The National Labor Relations Boards pursuit of the Boeing Co. for alleged unfair labor practices came to an abrupt end on Friday as the federal agency approved the withdrawal of charges by the machinists union against the aerospace giant.
The federal agency had charged Chicago-based Boeing with illegally transferring work on its 787 Dreamliner to a new South Carolina facility in retaliation for past union strikes at its Washington state production site. Boeing has steadfastly denied the accusation since April, when the NLRB first issued the complaint.
The International Association of Machinists and Aerospace Workers asked to withdraw the charges following the ratification of a four-year collective bargaining agreement between its members and Boeing earlier in the week, according to NLRB Acting General Counsel Lafe Solomon. That agreement assures assembly of the modernized 737 remains in Washington state.
"This is the outcome we have always preferred, and one that is typical for our agency," said Solomon in a statement.
Solomons prosaic statement following the conclusion of the high-profile case belies the strong emotions and controversy that have accompanied it from the start -- and which have seen the agency come under intense scrutiny.
Indeed, Darrell Issa, R-Calif., chairman of the House Committee on Oversight & Government Reform, made clear that the conclusion of the Boeing case would not end his committees investigation of the NLRB.
"NLRB's record of rogue action and lack of transparency with the public and Congress in this case -- and in others -- has raised serious questions that remain unanswered," Issa said in a statement.
Issa has been seeking documentation from the NLRB regarding its decision-making process in the Boeing case, claiming the agency has been less than forthcoming. In August he charged the board with failing to comply with a federal subpoena, a charge the NLRB denied.
The close of the Boeing case should end the agencys reluctance to turn over materials, Issa said.
Issa: Hand Over the Documents
NLRB has long asserted that it could not fully cooperate with this Committee because of this action. Now that that is no longer the case, "it is incumbent on NLRB to expeditiously hand over all documents and materials required as part of the Committees investigation," Issa said.

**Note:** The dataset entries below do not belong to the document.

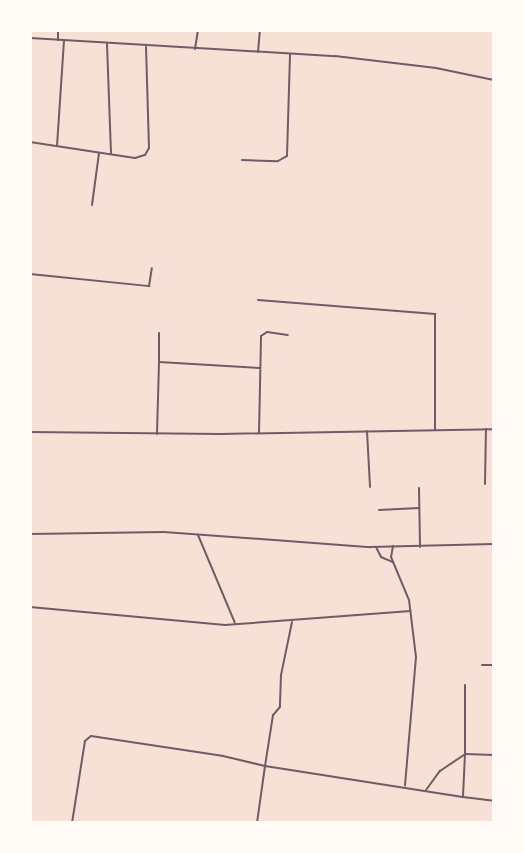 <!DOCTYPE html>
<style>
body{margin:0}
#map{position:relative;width:524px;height:853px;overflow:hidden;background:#f7e1d7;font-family:Inter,sans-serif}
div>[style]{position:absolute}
.minor>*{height:2px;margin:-1px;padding:0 1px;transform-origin:1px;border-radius:1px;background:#755966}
span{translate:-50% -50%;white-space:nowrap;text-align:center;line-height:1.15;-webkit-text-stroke:5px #fffaf5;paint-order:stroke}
.frame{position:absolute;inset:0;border:32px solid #fffaf5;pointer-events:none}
</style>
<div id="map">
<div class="minor">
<i style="left:30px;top:38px;width:306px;rotate:3.4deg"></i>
<i style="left:335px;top:56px;width:102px;rotate:6.8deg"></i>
<i style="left:436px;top:68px;width:59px;rotate:11.7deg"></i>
<i style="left:58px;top:40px;width:10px;rotate:-90deg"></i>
<i style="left:107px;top:44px;width:110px;rotate:87.9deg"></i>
<i style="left:195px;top:49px;width:19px;rotate:-81deg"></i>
<i style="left:258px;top:52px;width:22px;rotate:-85deg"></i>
<i style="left:30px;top:142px;width:106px;rotate:8.7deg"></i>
<i style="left:135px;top:158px;width:10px;rotate:-17deg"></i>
<i style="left:145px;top:155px;width:8px;rotate:-60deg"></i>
<i style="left:149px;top:148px;width:101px;rotate:-91.7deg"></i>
<i style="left:57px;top:146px;width:105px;rotate:-86.2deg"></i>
<i style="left:242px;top:160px;width:36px;rotate:2deg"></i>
<i style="left:278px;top:161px;width:10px;rotate:-29deg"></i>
<i style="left:287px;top:156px;width:102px;rotate:-88.3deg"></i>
<i style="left:92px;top:205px;width:52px;rotate:-82.3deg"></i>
<i style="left:30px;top:274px;width:120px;rotate:5.8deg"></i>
<i style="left:149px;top:286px;width:18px;rotate:-81deg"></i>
<i style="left:258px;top:300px;width:178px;rotate:4.5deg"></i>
<i style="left:435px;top:314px;width:116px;rotate:90deg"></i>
<i style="left:159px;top:333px;width:29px;rotate:90deg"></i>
<i style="left:159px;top:362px;width:101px;rotate:3.4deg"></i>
<i style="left:367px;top:431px;width:56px;rotate:86.9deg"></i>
<i style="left:30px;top:432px;width:190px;rotate:0.6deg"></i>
<i style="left:220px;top:434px;width:274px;rotate:-1deg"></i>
<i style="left:259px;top:433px;width:97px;rotate:-88.8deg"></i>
<i style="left:261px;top:336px;width:7px;rotate:-34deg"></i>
<i style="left:267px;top:332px;width:21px;rotate:8deg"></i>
<i style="left:157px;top:434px;width:72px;rotate:-88.4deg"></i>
<i style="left:485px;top:484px;width:55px;rotate:-89deg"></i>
<i style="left:419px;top:488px;width:59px;rotate:89deg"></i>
<i style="left:379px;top:510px;width:40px;rotate:-2.9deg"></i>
<i style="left:30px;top:534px;width:134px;rotate:-0.9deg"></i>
<i style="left:164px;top:532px;width:207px;rotate:4.2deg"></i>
<i style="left:370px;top:547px;width:124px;rotate:-1.4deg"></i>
<i style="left:198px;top:535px;width:95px;rotate:67.2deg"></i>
<i style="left:393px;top:546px;width:11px;rotate:100deg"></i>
<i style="left:391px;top:557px;width:47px;rotate:67.3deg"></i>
<i style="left:409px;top:600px;width:57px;rotate:83deg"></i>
<i style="left:416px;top:657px;width:129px;rotate:94.9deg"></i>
<i style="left:376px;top:547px;width:11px;rotate:63deg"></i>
<i style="left:381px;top:557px;width:13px;rotate:23deg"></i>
<i style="left:30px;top:607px;width:196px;rotate:5.3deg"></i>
<i style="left:225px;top:625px;width:186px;rotate:-4.3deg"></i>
<i style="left:292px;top:622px;width:54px;rotate:101.7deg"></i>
<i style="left:281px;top:675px;width:32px;rotate:92deg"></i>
<i style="left:280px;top:707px;width:11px;rotate:131deg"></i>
<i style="left:273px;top:715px;width:52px;rotate:98.9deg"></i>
<i style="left:265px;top:766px;width:200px;rotate:8.9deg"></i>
<i style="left:482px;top:665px;width:12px"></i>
<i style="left:494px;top:755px;width:29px;rotate:-178deg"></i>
<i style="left:465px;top:754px;width:43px;rotate:92.7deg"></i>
<i style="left:463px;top:797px;width:31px;rotate:7deg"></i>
<i style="left:426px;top:790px;width:24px;rotate:-54deg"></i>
<i style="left:440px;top:771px;width:30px;rotate:-34deg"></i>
<i style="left:465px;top:754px;width:69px;rotate:-90deg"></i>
<i style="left:72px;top:823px;width:83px;rotate:-81deg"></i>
<i style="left:85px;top:741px;width:8px;rotate:-40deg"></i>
<i style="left:91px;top:736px;width:134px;rotate:8.6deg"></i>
<i style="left:223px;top:756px;width:43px;rotate:13.4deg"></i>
<i style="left:265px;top:766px;width:58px;rotate:98deg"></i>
</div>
<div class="frame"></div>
</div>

The Boeing dispute also spurred legislation to remove the National Labor Relations Board's ability to order companies to close, relocate or transfer employment. The legislation, introduced by Rep. Tim Scott, R-S.C., in July, takes aim at the remedy sought by the NLRB for alleged unfair labor practices committed by the Boeing Co.
The agency had had said it wanted Boeing to "return" the Dreamliner work slated for the South Carolina facility to Washington state. Opponents of the NLRB's remedy have stated it puts some 1,000 jobs in South Carolina at risk.
The bill passed the House in September and awaits Senate action.
Scott made clear on Friday that the NLRBs decision to drop the case would not halt efforts to rein in the agencys powers.
"The NLRB has established a dangerous precedent with their actions thus far that they are willing and ready to kill American jobs to support a political agenda. I will continue working with my colleagues in Congress to remove this ability, and to ensure the board once again acts as the unbiased entity it was chartered to be," he said in a statement.